Using scala 2.12.8 this would not compile without a cast:
trait Content
case object A extends Content
case class B(i: Int) extends Content
def asList[C <: Content](content: C): List[C] = content match {
case A => List(A) // compiles
case b: B => List(b) // does not compile
}
type mismatch;
found : b.type (with underlying type Playground.this.B)
required: C
Here's a Scastie link to the problem: https://scastie.scala-lang.org/JIziYOYNTwKoZpdCIPCvdQ
Why is working for the case object and not for the case class?
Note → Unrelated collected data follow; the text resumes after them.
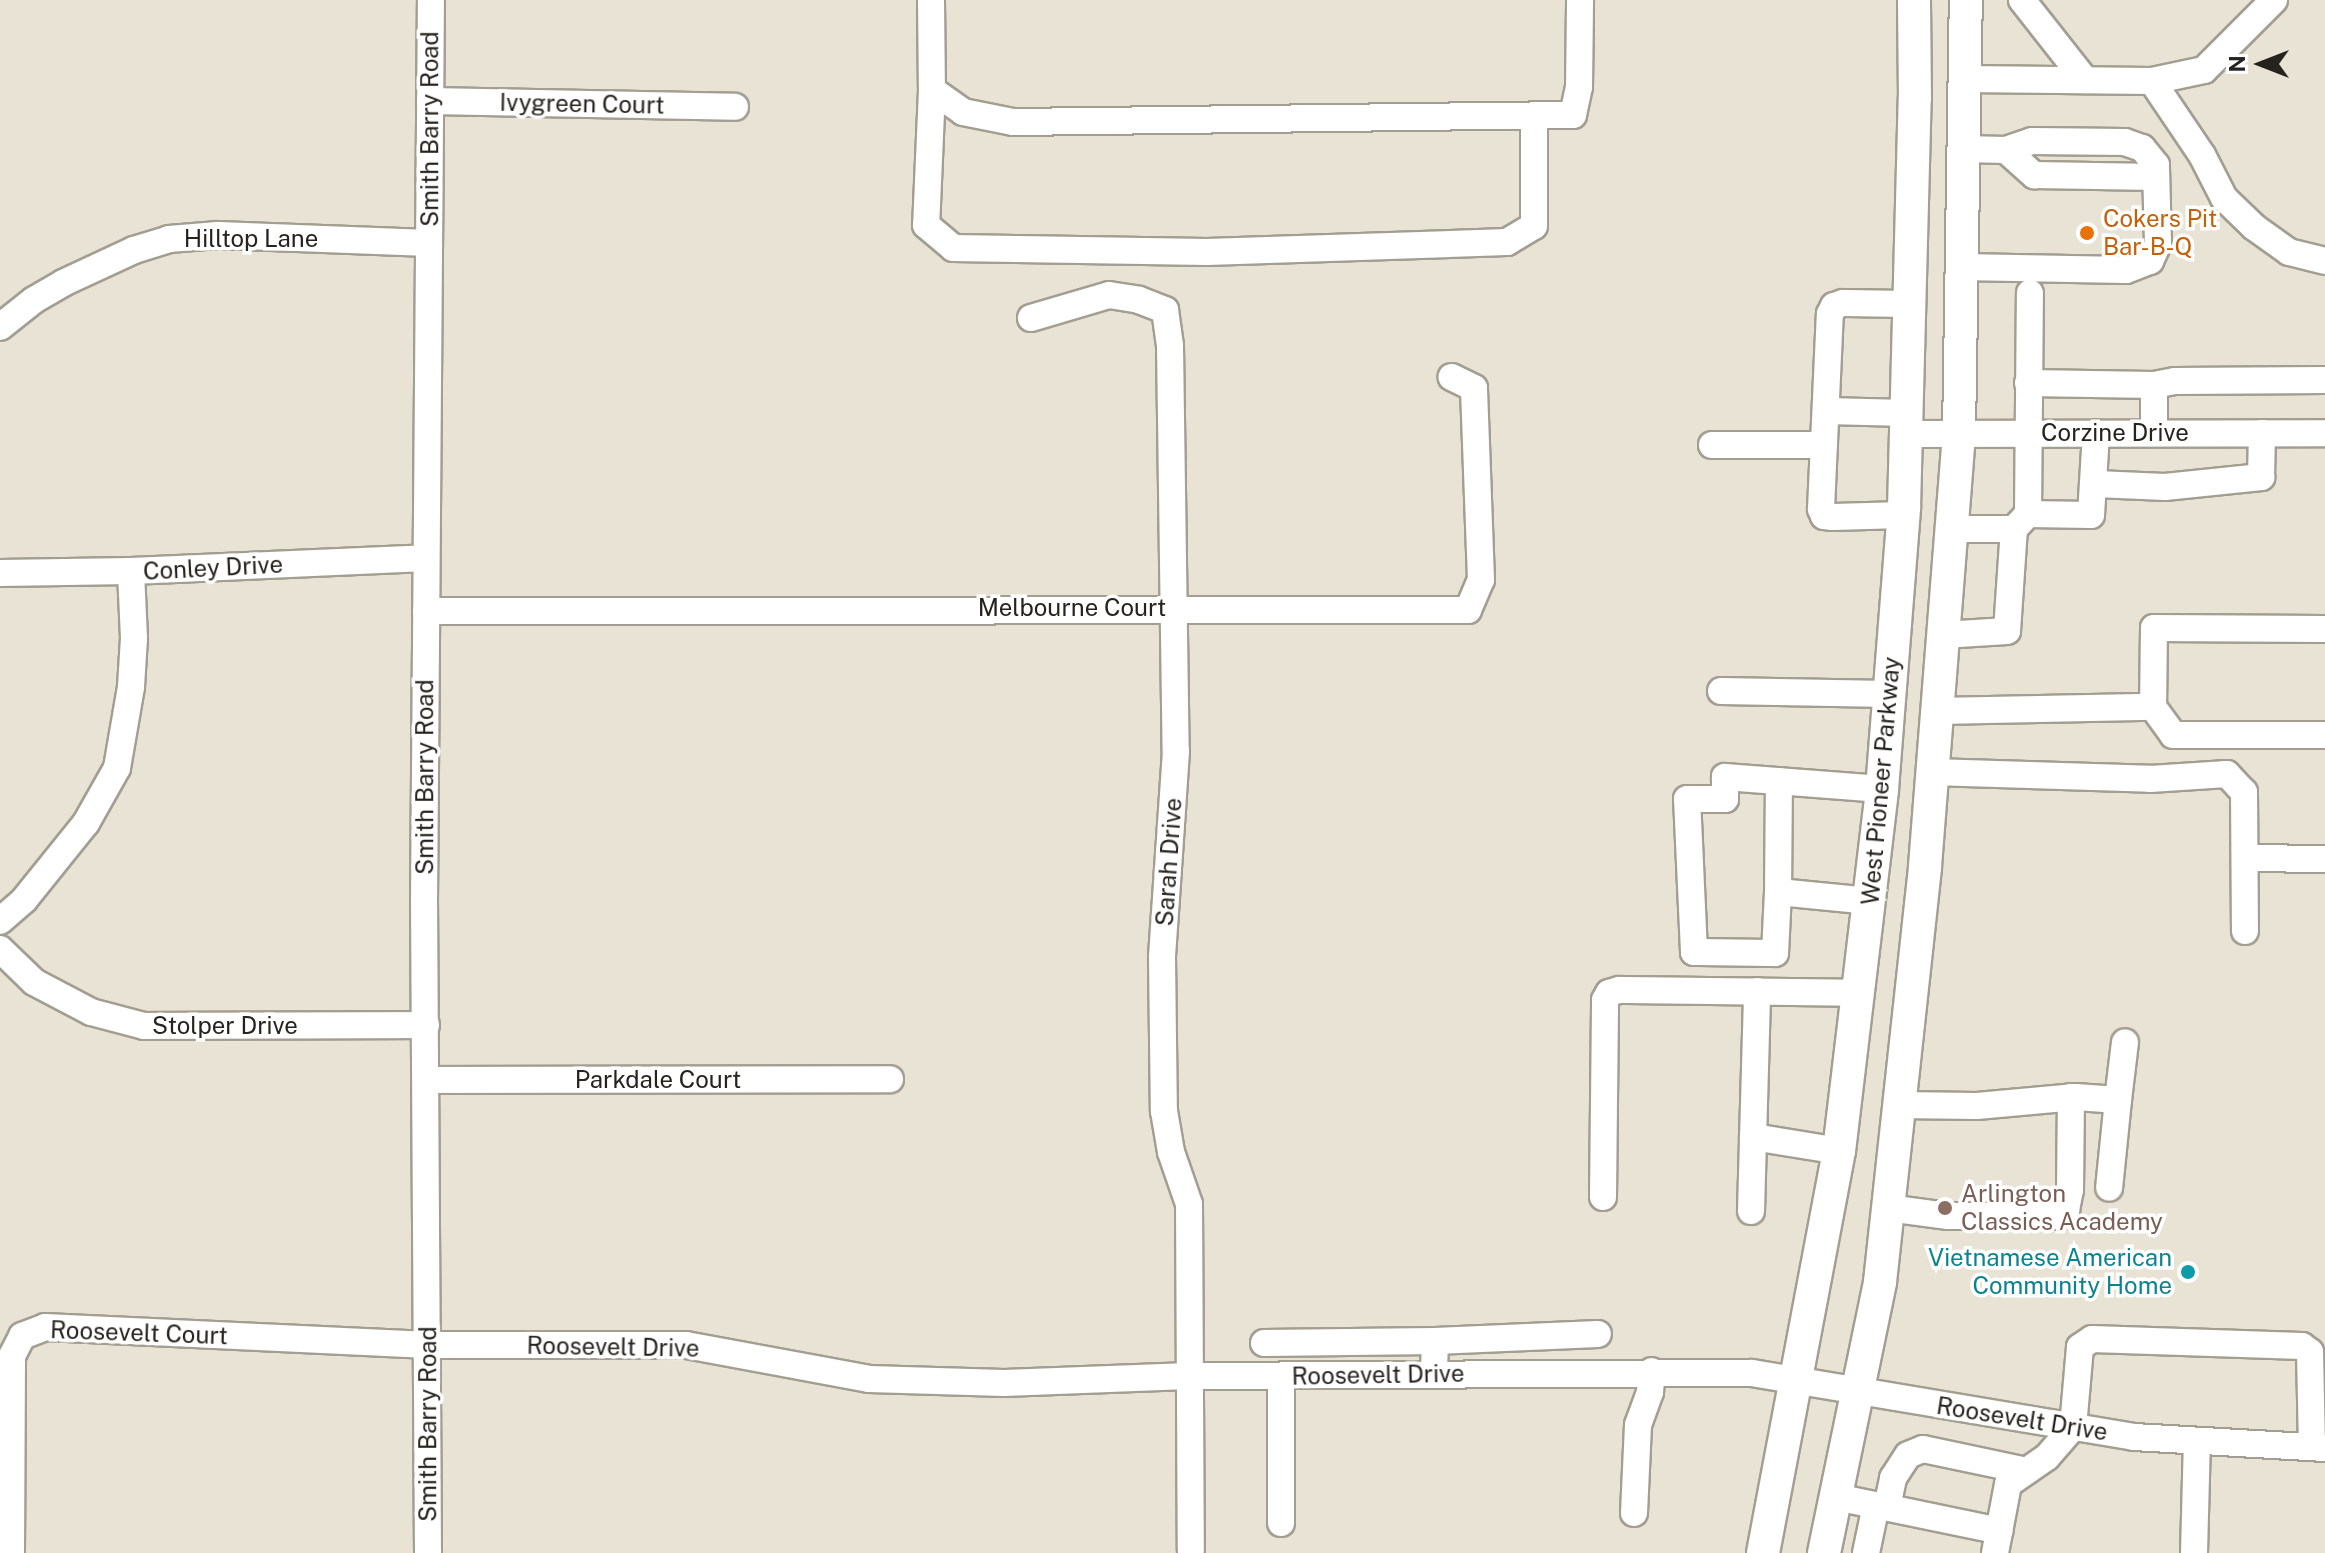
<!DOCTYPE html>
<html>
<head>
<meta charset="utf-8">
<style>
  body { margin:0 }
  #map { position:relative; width:2325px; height:1553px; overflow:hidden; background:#e9e3d6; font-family:"Public Sans",sans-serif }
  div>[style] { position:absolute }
  .roads { filter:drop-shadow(2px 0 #a39e91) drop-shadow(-2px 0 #a39e91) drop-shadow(0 2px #a39e91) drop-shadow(0 -2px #a39e91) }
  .minor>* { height:26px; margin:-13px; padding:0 13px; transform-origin:13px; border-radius:13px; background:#fff }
  .major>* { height:32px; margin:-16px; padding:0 16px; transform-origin:16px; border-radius:16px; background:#fff }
  .dots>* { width:22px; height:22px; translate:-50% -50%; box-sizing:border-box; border:4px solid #fff; border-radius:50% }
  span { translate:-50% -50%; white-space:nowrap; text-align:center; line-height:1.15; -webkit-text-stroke:7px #fff; paint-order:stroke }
  .street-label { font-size:24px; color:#25231e }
  .food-label { font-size:24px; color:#c56008 }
  .left { translate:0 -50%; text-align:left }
  .education-label { font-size:24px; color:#785e54 }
  .culture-label { font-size:24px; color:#0d838f }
  .right { translate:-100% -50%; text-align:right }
  .north { position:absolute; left:2221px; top:24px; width:80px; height:80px; -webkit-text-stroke:6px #fff; paint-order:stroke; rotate:270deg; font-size:22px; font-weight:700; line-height:32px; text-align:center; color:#25231e }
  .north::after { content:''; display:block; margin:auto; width:28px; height:36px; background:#25231e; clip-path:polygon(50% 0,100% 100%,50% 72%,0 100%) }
</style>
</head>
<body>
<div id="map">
  <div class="roads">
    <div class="minor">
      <i style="left:931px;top:0;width:90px;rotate:89.4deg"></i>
      <i style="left:932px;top:90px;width:38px;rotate:35deg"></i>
      <i style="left:963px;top:112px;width:51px;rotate:11.3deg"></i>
      <i style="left:1013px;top:122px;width:560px;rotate:-0.72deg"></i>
      <i style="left:1573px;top:115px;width:29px;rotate:-78deg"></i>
      <i style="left:1579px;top:87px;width:87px;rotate:-89.3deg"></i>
      <i style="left:2022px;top:0;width:102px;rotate:51.8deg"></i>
      <i style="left:1964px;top:79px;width:188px;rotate:0.6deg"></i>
      <i style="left:2152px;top:81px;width:53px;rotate:-11.9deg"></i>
      <i style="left:2204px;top:70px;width:99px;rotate:-45deg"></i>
      <i style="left:2152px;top:81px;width:89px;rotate:56deg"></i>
      <i style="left:2202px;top:155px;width:48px;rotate:62.9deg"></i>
      <i style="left:2224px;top:198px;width:42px;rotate:44deg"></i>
      <i style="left:2254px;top:227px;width:43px;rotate:35.5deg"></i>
      <i style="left:2289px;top:252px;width:37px;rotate:14deg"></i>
      <i style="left:932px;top:90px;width:135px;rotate:92.5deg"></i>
      <i style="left:926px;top:225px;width:35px;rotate:40deg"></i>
      <i style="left:953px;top:248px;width:254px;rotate:0.9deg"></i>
      <i style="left:1207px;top:252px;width:300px;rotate:-1.9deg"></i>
      <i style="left:1507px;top:242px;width:31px;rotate:-31deg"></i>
      <i style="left:1534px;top:226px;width:109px;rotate:-90deg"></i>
      <i style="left:430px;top:101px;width:305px;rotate:1.1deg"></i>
      <i style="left:2006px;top:150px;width:38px;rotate:42deg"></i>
      <i style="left:2034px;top:175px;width:122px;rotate:0.9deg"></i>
      <i style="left:1961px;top:267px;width:165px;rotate:1deg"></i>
      <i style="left:2126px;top:270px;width:26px;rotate:-21deg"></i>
      <i style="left:2150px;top:261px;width:19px;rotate:-65deg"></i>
      <i style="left:2158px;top:244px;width:79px;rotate:-91.5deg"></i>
      <i style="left:2156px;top:165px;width:22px;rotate:-129deg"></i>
      <i style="left:2142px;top:148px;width:18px;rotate:-161deg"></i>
      <i style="left:2125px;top:142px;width:93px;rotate:-179.4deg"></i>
      <i style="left:2032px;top:141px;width:28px;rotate:161deg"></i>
      <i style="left:2006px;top:150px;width:43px;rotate:-178.7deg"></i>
      <i style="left:1031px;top:318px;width:81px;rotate:-16.4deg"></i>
      <i style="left:1109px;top:295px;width:30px;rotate:9deg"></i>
      <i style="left:1139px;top:300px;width:28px;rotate:21deg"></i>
      <i style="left:1165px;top:310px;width:36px;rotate:82deg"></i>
      <i style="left:1170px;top:346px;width:405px;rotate:89.2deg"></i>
      <i style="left:1176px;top:751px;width:206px;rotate:93.9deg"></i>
      <i style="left:1162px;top:957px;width:154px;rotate:89.3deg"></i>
      <i style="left:1164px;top:1111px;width:42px;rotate:80.3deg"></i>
      <i style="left:1171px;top:1152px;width:55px;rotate:70.9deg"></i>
      <i style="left:1189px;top:1204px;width:346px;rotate:89.7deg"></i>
      <i style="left:0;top:327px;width:43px;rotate:-38.5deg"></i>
      <i style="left:34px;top:300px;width:34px;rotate:-30deg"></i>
      <i style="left:63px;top:283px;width:78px;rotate:-24.9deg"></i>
      <i style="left:134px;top:250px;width:37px;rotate:-17deg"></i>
      <i style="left:169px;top:239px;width:49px;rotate:-4.7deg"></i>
      <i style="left:218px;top:235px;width:211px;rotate:2.2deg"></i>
      <i style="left:2028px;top:383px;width:126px;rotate:0.9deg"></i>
      <i style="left:2154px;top:385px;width:48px;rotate:90deg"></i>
      <i style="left:2154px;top:385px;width:21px;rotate:-11deg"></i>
      <i style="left:2175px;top:381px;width:150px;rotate:-0.4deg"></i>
      <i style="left:1826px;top:411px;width:80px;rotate:1.4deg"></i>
      <i style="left:1906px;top:434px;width:419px;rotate:-0.1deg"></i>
      <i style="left:1712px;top:445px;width:112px"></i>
      <i style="left:2096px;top:484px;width:69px;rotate:2.5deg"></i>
      <i style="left:2165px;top:487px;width:97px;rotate:-5.9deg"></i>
      <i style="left:2261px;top:477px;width:44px;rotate:-88.7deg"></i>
      <i style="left:2028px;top:514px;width:63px;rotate:0.9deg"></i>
      <i style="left:2091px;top:515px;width:82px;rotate:-86.5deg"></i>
      <i style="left:1903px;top:515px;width:70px;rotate:178.4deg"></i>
      <i style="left:1833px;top:517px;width:9px;rotate:-174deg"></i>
      <i style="left:1824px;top:516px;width:8px;rotate:-113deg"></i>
      <i style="left:1821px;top:509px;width:195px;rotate:-87.4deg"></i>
      <i style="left:1830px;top:314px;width:9px;rotate:-63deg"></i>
      <i style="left:1834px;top:306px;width:9px;rotate:-18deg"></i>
      <i style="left:1843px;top:303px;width:66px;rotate:0.9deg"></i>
      <i style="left:1951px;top:529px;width:63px"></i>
      <i style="left:0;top:573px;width:131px;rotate:-0.9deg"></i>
      <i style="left:131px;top:571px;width:295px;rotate:-2.5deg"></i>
      <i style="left:426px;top:611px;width:1042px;rotate:-0.05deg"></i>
      <i style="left:1468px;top:610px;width:33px;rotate:-67deg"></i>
      <i style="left:1481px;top:580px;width:192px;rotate:-92.1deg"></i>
      <i style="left:1474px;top:388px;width:25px;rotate:-154deg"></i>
      <i style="left:2325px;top:629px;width:171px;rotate:-179.7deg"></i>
      <i style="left:2154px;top:628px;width:79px;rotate:90.7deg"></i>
      <i style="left:2153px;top:707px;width:34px;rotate:54deg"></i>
      <i style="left:2173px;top:735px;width:152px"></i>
      <i style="left:1943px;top:635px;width:64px;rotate:-3.6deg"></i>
      <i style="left:2007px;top:631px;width:102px;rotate:-86.1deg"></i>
      <i style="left:2014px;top:529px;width:21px;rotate:-47deg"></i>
      <i style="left:2028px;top:514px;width:221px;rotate:-89.5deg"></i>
      <i style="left:1721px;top:691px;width:169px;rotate:1deg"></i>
      <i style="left:1937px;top:711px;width:216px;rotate:-1.1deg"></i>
      <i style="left:1932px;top:772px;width:218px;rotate:1.8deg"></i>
      <i style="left:2150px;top:779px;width:77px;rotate:-3.7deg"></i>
      <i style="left:2227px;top:774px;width:25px;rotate:47deg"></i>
      <i style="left:2244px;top:792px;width:139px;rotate:89.6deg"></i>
      <i style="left:2245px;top:858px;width:80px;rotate:0.7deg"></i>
      <i style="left:1778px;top:892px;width:111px;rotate:-89.5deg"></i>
      <i style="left:1870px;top:901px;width:92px;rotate:-174.4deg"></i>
      <i style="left:1778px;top:892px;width:61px;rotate:92.8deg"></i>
      <i style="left:1775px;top:953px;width:81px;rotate:-179.3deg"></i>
      <i style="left:1694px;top:952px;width:153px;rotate:-92.6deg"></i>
      <i style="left:1687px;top:799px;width:38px"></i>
      <i style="left:1725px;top:799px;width:22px;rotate:-90deg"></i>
      <i style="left:1725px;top:777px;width:157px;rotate:4.4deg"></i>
      <i style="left:0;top:921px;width:32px;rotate:-41deg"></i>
      <i style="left:24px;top:900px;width:99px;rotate:-51.2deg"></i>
      <i style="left:86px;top:823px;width:63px;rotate:-60.6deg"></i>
      <i style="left:117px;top:768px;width:82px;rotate:-80.2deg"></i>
      <i style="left:131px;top:687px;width:49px;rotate:-86.5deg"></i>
      <i style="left:134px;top:638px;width:67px;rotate:-92.6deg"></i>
      <i style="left:0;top:949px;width:47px;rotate:44.1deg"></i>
      <i style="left:34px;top:982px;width:64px;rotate:27.8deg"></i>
      <i style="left:91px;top:1012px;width:55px;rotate:14.8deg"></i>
      <i style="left:144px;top:1026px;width:282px;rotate:-0.2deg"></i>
      <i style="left:426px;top:1080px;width:464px;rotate:-0.1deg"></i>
      <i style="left:2118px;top:1100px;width:58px;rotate:-83.1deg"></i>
      <i style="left:1899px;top:1105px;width:78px;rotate:0.7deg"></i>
      <i style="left:1977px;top:1106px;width:99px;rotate:-5.2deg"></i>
      <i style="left:2076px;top:1097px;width:42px;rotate:4.1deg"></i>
      <i style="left:2118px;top:1100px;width:88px;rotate:95.8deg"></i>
      <i style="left:1753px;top:1137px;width:87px;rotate:9.2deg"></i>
      <i style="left:1603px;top:1197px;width:197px;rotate:-89.4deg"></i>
      <i style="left:1605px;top:1000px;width:8px;rotate:-60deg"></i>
      <i style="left:1609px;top:993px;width:10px;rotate:-17deg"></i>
      <i style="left:1619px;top:990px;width:241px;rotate:0.7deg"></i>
      <i style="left:1888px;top:1208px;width:61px;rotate:7.6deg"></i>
      <i style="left:1948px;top:1216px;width:107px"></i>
      <i style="left:2055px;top:1216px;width:13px;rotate:-29deg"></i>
      <i style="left:2066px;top:1210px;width:20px;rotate:-79deg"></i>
      <i style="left:2070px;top:1190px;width:93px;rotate:-89.4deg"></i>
      <i style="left:1751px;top:1211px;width:220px;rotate:-88.4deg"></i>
      <i style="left:1435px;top:1341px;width:163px;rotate:-2.5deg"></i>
      <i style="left:1264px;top:1343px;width:171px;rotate:-0.7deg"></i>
      <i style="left:1435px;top:1341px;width:33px;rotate:92deg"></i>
      <i style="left:1836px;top:1497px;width:167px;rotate:11.7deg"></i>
      <i style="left:1887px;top:1507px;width:30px;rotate:-78deg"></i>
      <i style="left:1893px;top:1478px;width:27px;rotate:-57deg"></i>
      <i style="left:1908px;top:1455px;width:16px;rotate:-22deg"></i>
      <i style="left:1923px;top:1449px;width:106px;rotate:11.9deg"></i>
      <i style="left:1634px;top:1513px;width:88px;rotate:-87.4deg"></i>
      <i style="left:1638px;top:1425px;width:35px;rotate:-70deg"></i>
      <i style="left:1650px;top:1392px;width:21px;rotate:-85deg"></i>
      <i style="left:1281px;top:1523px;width:147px;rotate:-90deg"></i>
      <i style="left:11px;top:1553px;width:197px;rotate:-89.7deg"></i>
      <i style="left:12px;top:1356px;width:22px;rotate:-63deg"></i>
      <i style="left:22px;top:1336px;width:25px;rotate:-21deg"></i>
      <i style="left:45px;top:1327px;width:384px;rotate:2.7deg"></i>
      <i style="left:429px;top:1345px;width:257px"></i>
      <i style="left:686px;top:1345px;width:186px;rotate:10.5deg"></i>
      <i style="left:869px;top:1379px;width:135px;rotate:1.7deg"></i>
      <i style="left:1004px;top:1383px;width:185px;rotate:-2.2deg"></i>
      <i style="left:1189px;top:1376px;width:563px;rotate:-0.31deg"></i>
      <i style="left:1752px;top:1373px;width:387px;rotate:9.5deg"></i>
      <i style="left:2134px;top:1437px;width:191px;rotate:3.3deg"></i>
      <i style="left:428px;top:1553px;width:650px;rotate:-90.35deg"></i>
      <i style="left:424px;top:903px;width:903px;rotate:-89.56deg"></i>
      <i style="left:1866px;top:1553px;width:49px;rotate:-78.2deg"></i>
      <i style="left:1995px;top:1553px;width:70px;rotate:-79.3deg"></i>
      <i style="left:2008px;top:1484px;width:47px;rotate:-34.7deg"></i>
      <i style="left:2047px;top:1457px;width:40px;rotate:-49deg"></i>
      <i style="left:2073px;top:1427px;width:80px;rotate:-85deg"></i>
      <i style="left:2080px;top:1347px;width:14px;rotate:-34deg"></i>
      <i style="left:2092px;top:1339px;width:210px;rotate:1.9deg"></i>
      <i style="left:2302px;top:1346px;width:10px;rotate:37deg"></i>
      <i style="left:2310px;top:1352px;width:95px;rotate:88.8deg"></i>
      <i style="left:2194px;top:1553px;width:112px;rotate:-88.5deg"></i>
    </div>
    <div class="major">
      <i style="left:1763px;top:1553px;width:409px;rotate:-79.3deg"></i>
      <i style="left:1839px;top:1151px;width:365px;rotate:-83.2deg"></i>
      <i style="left:1882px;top:789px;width:282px;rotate:-85.5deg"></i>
      <i style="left:1904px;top:508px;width:410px;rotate:-88.5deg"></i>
      <i style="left:1915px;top:98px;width:98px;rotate:-90.6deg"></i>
      <i style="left:1824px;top:1553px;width:277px;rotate:-78.3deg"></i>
      <i style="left:1880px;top:1282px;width:418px;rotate:-83.8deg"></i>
      <i style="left:1925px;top:866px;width:433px;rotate:-85.5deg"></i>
      <i style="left:1959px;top:434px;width:434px;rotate:-89.1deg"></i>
    </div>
  </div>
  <div class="dots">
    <i style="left:2087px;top:233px;background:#e8710a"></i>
    <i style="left:1945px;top:1208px;background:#8d6e63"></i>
    <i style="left:2188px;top:1272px;background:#0f9aa8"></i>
  </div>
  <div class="street-label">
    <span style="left:582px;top:104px;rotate:1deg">Ivygreen Court</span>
    <span style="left:430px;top:129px;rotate:-90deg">Smith Barry Road</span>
    <span style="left:251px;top:239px">Hilltop Lane</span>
    <span style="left:2115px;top:433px">Corzine Drive</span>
    <span style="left:213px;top:568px;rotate:-3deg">Conley Drive</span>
    <span style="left:1072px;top:608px">Melbourne Court</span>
    <span style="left:425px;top:777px;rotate:-90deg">Smith Barry Road</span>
    <span style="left:1881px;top:781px;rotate:-85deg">West Pioneer Parkway</span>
    <span style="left:1169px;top:862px;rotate:-86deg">Sarah Drive</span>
    <span style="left:225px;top:1026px">Stolper Drive</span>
    <span style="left:658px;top:1080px">Parkdale Court</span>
    <span style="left:139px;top:1333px;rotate:2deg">Roosevelt Court</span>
    <span style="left:613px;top:1347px;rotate:1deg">Roosevelt Drive</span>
    <span style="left:1378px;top:1375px;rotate:-1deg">Roosevelt Drive</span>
    <span style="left:2022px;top:1419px;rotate:9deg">Roosevelt Drive</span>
    <span style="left:428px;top:1424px;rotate:-90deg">Smith Barry Road</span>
  </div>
  <div class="food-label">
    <span class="left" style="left:2103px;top:233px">Cokers Pit<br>Bar-B-Q</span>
  </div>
  <div class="education-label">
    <span class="left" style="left:1961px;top:1208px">Arlington<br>Classics Academy</span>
  </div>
  <div class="culture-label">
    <span class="right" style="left:2172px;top:1272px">Vietnamese American<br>Community Home</span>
  </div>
  <div class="north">N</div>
</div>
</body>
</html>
How can I make it work for the case class?
The first answers made me realize I oversimplified my problem, here's an updated version :
sealed trait Content
case object A extends Content
final case class B(i: Int) extends Content
sealed trait Container[+C <: Content]
case class ContainerA(content: A.type) extends Container[A.type]
case class ContainerB(content: B) extends Container[B]
object Container {
def apply[C <: Content](content: C): Container[C] = content match {
case A => ContainerA(A) // compiles
case b: B => ContainerB(b) // does not compile
}
}
Scastie link: https://scastie.scala-lang.org/TDlJM5SYSwGl2gmQPvKEXQ
C cannot be a subtype of B since B is final.
C cannot be a subtype of B since B is final.
Wrong!
Singleton types of B instances are subtypes of B:
val b = B(0)
val container: Container[b.type] = Container[b.type](b)
Since ContainerB doesn't extend Container[b.type], it can't be returned by the last line. And it can't be changed so that it does;
case class ContainerB(content: B) extends Container[content.type]
is not legal in Scala.
Null is also a subtype of B and you can create a similar example. And so are refinement types like B { type T = Int }.
Other subtypes which are probably irrelevant because they don't have instances: Nothing, compound types like B with Iterable[Int]...